Если оцифровка несет в себе всевозможные обещания и, как я глубоко убежден, ее разумная и в то же время решительная социализация является первым условием для того, чтобы вывести мир из того тупика, куда его загнала исчерпанная ныне промышленно-консьюмеристская модель, то она требует концепции и согласования новой правовой основы, которая, в свою очередь, предполагает формирование нового «Просвещения».

Поэтому я рад, что Нели Крус призывает к новой философии Просвещения в цифровую эпоху, так же как и Тим Бернерс-Ли и Гарри Халпин, когда в статье «Доступ к интернету — это право человека» (Internet Access is a Human Right), где они ведут диалог с Винтом Серфом, разработчиком нормы TCP-IP, они утверждают, что доступ к интернету должен стать всеобщим правом[2].

Но что именно здесь означает доступ? Или: какого типа доступа следует требовать, чтобы он был носителем света, а не тьмы? При каких условиях такой доступ должен быть признан полезным для индивидов и обществ, в которых они живут?

Ответить на эти вопросы, а прежде — верно их поставить — таков вызов, который мы должны принять. А чтобы попытаться его оценить, нужно посмотреть, как, например, в книге «Пустышка. Что интернет делает с нашими мозгами» Николас Карр определяет контекст, который составляет цель мирового саммита по интернету, который собирается здесь в Лионе в этом году[3].

*

some text
Андреас Мюллерполе «Лицевые коды. 2110 (Киото)», 1998–1999

Всеобщая оцифровка, начавшаяся в 1992 году, вызвала настоящую цепную реакцию, которая перевернула как социальную жизнь во всех ее публичных проявлениях, так и психическую, вплоть до самых интимных глубин. «Пустышка» свидетельствует о колоссальном смятении, которое возникает в результате этого молниеносного роста — который все больше переживается как цунами и, по признанию Николаса Карра, глубоко затрагивает и его ментальное состояние, и который, кажется, должен смести все структуры, унаследованные от цивилизаций всех континентов, рискуя вызвать огромное разочарование или даже сильное отторжение.

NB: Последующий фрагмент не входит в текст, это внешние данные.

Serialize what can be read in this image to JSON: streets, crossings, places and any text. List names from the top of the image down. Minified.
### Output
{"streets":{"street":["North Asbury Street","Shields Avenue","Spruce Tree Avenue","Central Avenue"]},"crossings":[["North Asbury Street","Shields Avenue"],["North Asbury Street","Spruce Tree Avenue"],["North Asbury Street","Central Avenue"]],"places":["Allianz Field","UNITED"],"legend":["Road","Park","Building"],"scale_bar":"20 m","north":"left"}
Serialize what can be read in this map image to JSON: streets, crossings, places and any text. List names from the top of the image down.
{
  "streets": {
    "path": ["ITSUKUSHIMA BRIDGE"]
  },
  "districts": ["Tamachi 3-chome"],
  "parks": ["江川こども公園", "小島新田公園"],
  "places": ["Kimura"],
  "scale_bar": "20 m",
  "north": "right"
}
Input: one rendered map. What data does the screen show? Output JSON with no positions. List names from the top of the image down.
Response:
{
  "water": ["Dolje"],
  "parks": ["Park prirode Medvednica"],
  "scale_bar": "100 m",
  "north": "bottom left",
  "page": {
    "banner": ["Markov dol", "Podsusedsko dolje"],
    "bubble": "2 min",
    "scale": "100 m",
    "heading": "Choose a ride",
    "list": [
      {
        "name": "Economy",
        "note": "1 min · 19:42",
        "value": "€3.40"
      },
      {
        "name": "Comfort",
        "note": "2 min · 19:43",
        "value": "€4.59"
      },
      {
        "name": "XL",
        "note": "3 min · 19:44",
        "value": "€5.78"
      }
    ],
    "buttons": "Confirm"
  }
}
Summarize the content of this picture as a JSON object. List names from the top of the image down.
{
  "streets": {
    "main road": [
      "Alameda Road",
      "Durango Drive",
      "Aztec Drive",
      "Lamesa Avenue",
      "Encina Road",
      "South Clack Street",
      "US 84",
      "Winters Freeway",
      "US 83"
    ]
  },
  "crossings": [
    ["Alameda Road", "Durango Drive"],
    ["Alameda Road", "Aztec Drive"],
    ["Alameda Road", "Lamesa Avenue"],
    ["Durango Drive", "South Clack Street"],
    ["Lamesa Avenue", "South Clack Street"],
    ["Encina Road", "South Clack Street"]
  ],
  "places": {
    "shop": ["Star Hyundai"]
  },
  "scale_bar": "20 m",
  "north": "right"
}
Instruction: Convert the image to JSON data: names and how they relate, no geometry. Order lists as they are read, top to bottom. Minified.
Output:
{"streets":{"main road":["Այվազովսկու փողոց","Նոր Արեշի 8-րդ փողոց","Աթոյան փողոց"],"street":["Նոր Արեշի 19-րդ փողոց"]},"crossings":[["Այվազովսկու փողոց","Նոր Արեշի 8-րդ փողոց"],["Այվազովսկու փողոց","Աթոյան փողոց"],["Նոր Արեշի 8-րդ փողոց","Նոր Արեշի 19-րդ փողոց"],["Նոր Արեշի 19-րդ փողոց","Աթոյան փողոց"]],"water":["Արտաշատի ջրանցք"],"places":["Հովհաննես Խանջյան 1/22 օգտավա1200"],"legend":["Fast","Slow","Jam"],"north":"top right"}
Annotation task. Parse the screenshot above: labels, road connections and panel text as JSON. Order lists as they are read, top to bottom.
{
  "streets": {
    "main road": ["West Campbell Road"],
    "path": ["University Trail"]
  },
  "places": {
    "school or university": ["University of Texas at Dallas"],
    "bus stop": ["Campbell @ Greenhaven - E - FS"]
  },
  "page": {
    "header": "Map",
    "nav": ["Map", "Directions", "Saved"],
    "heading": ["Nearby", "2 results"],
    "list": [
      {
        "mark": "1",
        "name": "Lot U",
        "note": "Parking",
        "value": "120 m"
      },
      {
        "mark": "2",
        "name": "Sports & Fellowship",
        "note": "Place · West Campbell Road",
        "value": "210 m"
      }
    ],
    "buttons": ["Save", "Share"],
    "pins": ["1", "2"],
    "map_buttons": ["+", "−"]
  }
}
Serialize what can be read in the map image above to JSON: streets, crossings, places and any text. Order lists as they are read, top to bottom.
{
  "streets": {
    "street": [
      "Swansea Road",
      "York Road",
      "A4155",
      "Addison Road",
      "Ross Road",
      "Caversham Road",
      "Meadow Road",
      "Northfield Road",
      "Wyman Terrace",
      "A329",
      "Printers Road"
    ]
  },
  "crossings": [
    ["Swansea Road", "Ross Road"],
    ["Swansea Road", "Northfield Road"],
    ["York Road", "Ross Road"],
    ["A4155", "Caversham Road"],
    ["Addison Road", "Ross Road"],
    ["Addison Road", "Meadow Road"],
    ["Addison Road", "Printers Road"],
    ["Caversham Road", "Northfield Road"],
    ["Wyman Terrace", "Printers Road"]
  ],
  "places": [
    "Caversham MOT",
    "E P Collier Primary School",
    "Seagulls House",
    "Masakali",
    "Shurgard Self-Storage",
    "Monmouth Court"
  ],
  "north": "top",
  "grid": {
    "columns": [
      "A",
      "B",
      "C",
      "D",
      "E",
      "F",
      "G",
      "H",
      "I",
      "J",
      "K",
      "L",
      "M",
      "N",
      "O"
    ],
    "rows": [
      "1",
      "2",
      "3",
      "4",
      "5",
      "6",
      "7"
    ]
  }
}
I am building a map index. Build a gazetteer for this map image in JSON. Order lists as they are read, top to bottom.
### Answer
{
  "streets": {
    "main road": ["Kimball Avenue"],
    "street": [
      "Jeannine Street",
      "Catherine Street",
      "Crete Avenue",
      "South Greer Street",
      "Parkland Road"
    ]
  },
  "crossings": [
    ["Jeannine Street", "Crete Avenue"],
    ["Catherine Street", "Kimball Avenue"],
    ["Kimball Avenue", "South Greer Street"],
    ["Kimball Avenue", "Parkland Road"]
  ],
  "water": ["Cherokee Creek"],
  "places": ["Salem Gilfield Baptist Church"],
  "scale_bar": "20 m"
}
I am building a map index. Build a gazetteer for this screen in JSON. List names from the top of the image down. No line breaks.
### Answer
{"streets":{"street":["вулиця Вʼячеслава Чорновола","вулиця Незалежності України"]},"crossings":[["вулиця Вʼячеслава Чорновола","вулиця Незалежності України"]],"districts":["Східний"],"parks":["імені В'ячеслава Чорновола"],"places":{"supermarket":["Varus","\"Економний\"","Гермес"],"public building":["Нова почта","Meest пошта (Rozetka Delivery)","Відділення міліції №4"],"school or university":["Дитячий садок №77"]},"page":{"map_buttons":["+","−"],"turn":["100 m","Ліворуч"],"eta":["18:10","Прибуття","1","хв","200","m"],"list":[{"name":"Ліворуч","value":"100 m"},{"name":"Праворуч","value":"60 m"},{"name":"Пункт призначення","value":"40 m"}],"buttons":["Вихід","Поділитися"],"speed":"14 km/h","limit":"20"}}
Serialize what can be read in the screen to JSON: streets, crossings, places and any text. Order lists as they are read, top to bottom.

Перед лицом того, что устанавливается как негативность нового фактического положения дел, нужно утвердить необходимость и позитивность нового правопорядка. Для этого нам следует обратиться к вопросу о связях техники и права. То, что мы называем правом, в действительности основано на письме. Однако цифровая технология представляет собой последнюю стадию письма. И, как и письмо в эпоху Сократа, цифровое для нас — pharmakon: оно может привести как к разрушению духа, так и к его возрождению.

Здесь я хотел бы сказать почему.

1. Учреждение нового правопорядка, основанного на цифровом письме, в действительности предполагает новую эпоху Просвещения.

2. В то же время это новое Просвещение должно критиковать границы самой философии Aufklärung, в частности исходя из вопросов, которые ставит философская инженерия, развивающаяся в рамках W3C по инициативе Тима Бернерса-Ли.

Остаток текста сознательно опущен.